§ Listed entries
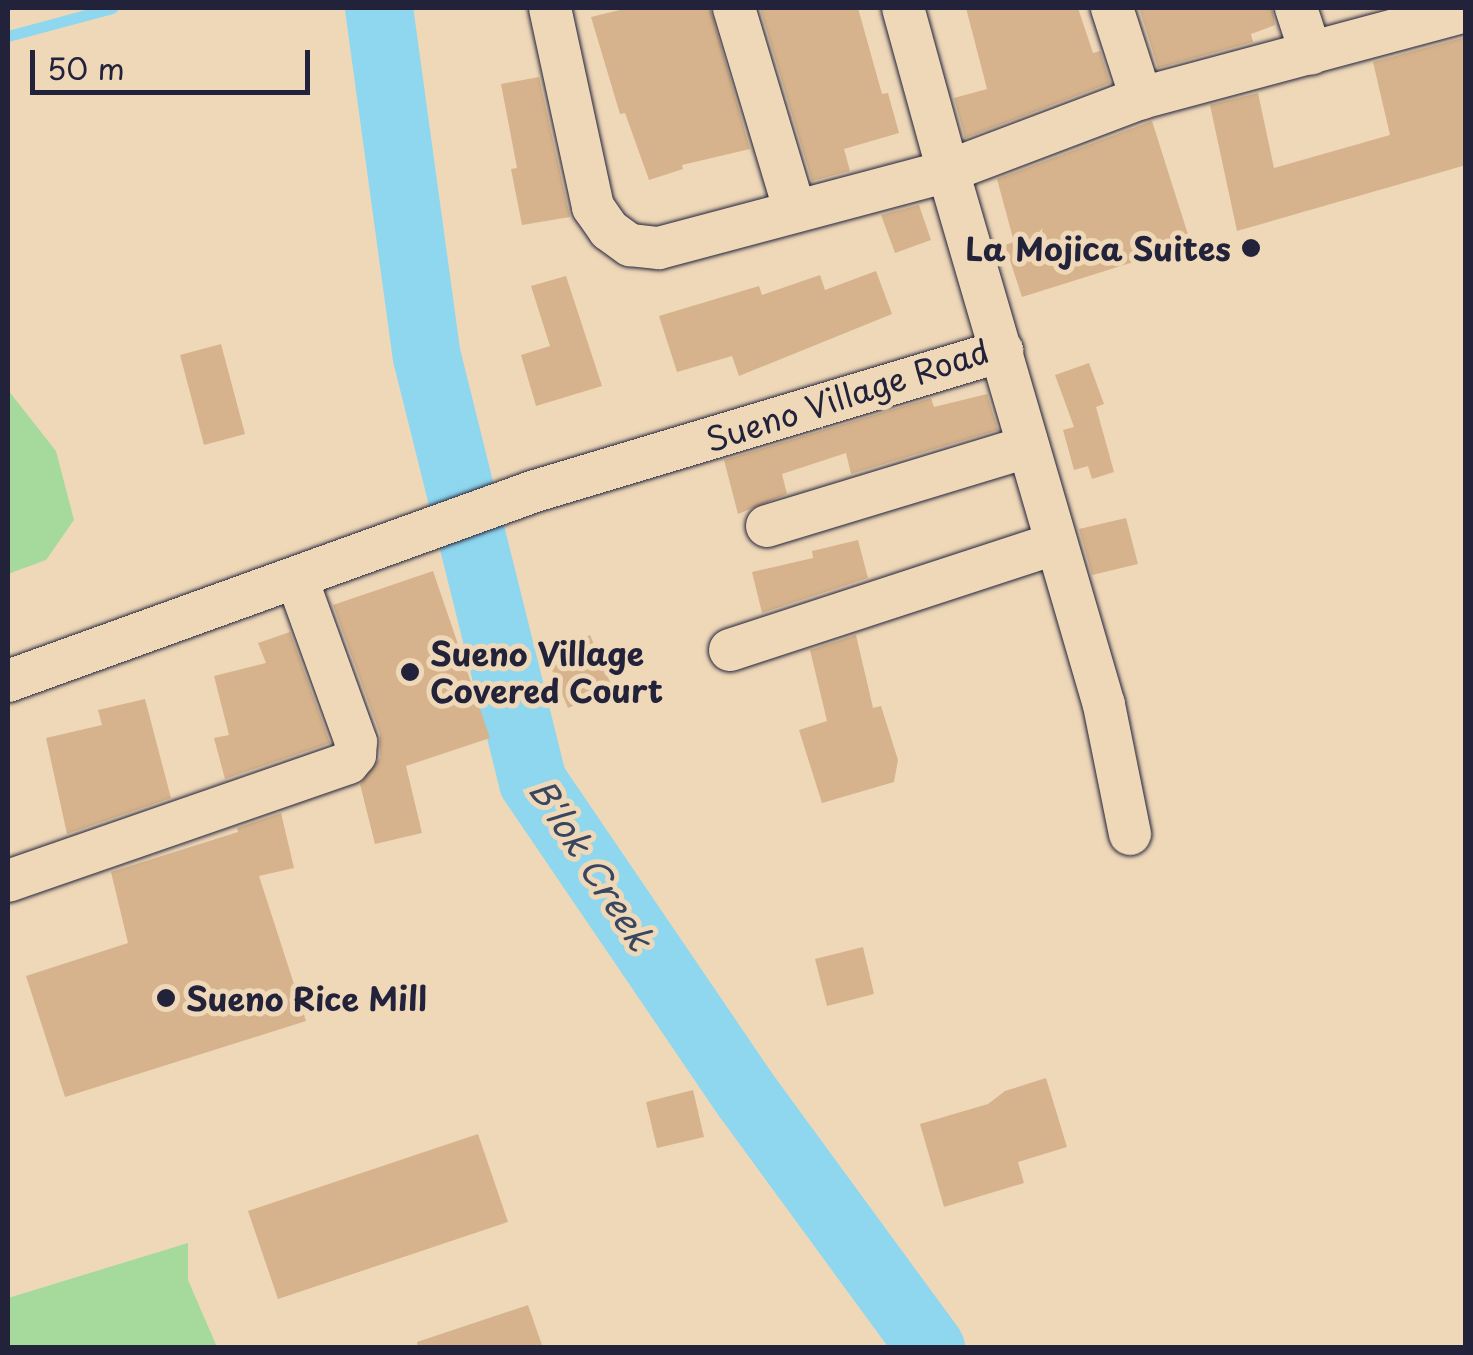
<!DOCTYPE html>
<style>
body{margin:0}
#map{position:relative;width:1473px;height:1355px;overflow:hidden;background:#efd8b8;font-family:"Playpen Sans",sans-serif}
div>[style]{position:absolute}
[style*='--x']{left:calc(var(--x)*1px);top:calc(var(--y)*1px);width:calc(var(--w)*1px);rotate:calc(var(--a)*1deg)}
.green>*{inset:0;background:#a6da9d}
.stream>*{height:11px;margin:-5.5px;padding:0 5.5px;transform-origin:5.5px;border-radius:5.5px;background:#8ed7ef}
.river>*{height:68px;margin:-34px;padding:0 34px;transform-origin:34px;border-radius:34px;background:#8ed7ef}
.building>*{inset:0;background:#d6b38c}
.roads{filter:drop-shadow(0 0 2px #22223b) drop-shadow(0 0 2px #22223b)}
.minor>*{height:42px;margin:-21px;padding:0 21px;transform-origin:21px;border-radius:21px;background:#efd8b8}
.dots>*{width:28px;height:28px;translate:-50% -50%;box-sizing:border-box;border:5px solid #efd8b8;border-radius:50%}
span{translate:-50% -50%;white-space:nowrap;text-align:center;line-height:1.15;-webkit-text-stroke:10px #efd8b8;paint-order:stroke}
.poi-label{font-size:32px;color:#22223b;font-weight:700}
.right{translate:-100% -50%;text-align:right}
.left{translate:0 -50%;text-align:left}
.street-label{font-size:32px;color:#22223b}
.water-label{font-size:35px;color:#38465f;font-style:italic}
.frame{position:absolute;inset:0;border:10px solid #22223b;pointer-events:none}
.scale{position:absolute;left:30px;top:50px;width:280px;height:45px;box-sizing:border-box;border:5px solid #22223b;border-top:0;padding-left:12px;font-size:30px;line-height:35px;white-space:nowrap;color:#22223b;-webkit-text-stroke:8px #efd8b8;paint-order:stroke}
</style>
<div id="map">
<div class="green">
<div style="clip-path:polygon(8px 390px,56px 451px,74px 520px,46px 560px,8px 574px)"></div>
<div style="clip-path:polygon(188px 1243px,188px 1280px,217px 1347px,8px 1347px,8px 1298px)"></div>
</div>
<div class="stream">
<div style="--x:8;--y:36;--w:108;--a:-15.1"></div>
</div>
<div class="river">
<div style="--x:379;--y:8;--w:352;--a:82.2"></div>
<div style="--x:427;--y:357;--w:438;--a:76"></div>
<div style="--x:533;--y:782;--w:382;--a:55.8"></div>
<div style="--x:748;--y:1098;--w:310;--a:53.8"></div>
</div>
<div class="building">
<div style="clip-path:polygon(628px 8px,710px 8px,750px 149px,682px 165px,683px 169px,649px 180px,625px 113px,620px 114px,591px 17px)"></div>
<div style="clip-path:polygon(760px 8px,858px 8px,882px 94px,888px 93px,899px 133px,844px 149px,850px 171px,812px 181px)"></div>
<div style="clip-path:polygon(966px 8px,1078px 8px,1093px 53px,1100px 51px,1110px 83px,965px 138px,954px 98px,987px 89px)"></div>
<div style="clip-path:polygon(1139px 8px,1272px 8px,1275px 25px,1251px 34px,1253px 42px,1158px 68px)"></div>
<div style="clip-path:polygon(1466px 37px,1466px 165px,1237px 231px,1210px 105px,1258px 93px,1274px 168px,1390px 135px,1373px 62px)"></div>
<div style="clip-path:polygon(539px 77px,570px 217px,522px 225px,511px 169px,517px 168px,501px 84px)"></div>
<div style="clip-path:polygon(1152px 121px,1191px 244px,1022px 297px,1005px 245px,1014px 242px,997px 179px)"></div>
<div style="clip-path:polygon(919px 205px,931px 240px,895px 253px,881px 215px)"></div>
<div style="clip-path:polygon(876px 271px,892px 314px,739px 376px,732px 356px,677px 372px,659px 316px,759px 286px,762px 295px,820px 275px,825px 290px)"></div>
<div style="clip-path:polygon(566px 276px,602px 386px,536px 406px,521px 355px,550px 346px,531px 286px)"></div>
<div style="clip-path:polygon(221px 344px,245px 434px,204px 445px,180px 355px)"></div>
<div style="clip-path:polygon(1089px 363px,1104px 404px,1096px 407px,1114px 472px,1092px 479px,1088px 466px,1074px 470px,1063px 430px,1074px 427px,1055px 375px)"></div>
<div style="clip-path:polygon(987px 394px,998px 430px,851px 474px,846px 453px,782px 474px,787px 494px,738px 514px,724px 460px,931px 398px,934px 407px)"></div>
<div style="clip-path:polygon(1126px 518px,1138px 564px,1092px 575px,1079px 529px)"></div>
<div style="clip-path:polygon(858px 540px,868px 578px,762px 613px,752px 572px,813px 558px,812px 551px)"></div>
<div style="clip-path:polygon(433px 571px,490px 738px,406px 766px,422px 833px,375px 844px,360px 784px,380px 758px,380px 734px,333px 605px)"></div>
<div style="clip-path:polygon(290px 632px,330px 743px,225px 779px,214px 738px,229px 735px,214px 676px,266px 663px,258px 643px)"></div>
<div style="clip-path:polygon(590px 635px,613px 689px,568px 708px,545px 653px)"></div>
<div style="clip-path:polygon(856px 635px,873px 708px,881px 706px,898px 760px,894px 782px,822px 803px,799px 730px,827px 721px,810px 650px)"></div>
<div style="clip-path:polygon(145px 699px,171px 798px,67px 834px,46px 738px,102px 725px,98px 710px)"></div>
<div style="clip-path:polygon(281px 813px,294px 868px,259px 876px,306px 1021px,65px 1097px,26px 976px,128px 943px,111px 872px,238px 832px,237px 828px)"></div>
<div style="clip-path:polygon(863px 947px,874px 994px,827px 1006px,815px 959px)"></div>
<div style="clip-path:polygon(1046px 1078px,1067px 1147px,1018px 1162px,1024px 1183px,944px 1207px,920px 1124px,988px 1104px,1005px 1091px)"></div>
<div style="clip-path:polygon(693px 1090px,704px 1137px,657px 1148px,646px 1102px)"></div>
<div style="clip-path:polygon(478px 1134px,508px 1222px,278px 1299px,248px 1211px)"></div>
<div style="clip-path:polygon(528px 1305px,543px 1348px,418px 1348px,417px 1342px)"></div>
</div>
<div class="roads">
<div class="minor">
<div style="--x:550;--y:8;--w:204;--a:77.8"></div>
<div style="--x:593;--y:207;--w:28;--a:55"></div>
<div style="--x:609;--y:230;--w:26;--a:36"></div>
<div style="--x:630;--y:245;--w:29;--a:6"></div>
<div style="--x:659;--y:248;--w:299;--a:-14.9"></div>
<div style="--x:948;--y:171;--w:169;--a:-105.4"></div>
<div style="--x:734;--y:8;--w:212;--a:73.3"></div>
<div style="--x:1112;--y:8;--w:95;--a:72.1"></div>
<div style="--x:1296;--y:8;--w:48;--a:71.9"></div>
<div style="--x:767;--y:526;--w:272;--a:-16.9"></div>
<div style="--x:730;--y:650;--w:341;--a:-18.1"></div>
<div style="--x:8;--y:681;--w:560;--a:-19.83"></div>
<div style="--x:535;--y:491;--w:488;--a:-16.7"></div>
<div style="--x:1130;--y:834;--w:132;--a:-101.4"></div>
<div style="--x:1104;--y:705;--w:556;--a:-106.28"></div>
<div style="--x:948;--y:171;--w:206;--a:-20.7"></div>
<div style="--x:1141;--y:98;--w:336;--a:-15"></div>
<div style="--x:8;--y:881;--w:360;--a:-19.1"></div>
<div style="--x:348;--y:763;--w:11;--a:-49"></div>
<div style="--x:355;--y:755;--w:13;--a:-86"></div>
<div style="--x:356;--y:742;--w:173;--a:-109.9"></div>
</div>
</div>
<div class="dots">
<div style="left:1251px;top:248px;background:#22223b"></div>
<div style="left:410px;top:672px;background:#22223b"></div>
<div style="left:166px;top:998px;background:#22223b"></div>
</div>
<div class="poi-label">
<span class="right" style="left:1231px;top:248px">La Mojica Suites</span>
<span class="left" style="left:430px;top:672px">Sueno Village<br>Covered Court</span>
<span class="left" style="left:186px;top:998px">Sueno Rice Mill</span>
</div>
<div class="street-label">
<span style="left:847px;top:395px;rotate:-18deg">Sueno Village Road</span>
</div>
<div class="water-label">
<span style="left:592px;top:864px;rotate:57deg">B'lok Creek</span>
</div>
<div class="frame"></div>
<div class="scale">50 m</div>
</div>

§ What you will do
Begin at the line above that has "271px,892px 314px,739px 376px,732px" and stop after the line that has "363px,1104px 404px,1096px 407px,1114px", copying each line exactly and adding nothing else.

§ Response
<div style="clip-path:polygon(876px 271px,892px 314px,739px 376px,732px 356px,677px 372px,659px 316px,759px 286px,762px 295px,820px 275px,825px 290px)"></div>
<div style="clip-path:polygon(566px 276px,602px 386px,536px 406px,521px 355px,550px 346px,531px 286px)"></div>
<div style="clip-path:polygon(221px 344px,245px 434px,204px 445px,180px 355px)"></div>
<div style="clip-path:polygon(1089px 363px,1104px 404px,1096px 407px,1114px 472px,1092px 479px,1088px 466px,1074px 470px,1063px 430px,1074px 427px,1055px 375px)"></div>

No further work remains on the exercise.